Source data |
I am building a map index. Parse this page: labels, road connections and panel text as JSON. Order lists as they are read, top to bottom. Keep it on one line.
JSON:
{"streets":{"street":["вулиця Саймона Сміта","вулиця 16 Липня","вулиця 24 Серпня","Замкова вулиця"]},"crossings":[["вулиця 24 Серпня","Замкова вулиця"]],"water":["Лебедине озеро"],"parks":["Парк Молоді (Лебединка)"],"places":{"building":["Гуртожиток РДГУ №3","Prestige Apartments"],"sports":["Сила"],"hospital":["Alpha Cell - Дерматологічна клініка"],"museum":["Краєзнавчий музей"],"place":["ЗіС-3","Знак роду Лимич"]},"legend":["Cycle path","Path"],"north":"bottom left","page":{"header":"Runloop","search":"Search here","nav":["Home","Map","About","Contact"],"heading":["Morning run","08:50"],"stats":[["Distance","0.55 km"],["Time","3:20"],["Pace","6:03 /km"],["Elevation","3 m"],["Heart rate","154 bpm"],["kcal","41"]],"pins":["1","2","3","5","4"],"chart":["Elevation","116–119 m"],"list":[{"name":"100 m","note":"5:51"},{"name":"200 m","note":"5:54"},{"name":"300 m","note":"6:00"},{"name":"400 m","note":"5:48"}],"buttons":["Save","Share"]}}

Exercise brief |
As the exercise requires, copy out the data shown above word for word.

Solution |
I am building a map index. Parse this page: labels, road connections and panel text as JSON. Order lists as they are read, top to bottom. Keep it on one line.
JSON:
{"streets":{"street":["вулиця Саймона Сміта","вулиця 16 Липня","вулиця 24 Серпня","Замкова вулиця"]},"crossings":[["вулиця 24 Серпня","Замкова вулиця"]],"water":["Лебедине озеро"],"parks":["Парк Молоді (Лебединка)"],"places":{"building":["Гуртожиток РДГУ №3","Prestige Apartments"],"sports":["Сила"],"hospital":["Alpha Cell - Дерматологічна клініка"],"museum":["Краєзнавчий музей"],"place":["ЗіС-3","Знак роду Лимич"]},"legend":["Cycle path","Path"],"north":"bottom left","page":{"header":"Runloop","search":"Search here","nav":["Home","Map","About","Contact"],"heading":["Morning run","08:50"],"stats":[["Distance","0.55 km"],["Time","3:20"],["Pace","6:03 /km"],["Elevation","3 m"],["Heart rate","154 bpm"],["kcal","41"]],"pins":["1","2","3","5","4"],"chart":["Elevation","116–119 m"],"list":[{"name":"100 m","note":"5:51"},{"name":"200 m","note":"5:54"},{"name":"300 m","note":"6:00"},{"name":"400 m","note":"5:48"}],"buttons":["Save","Share"]}}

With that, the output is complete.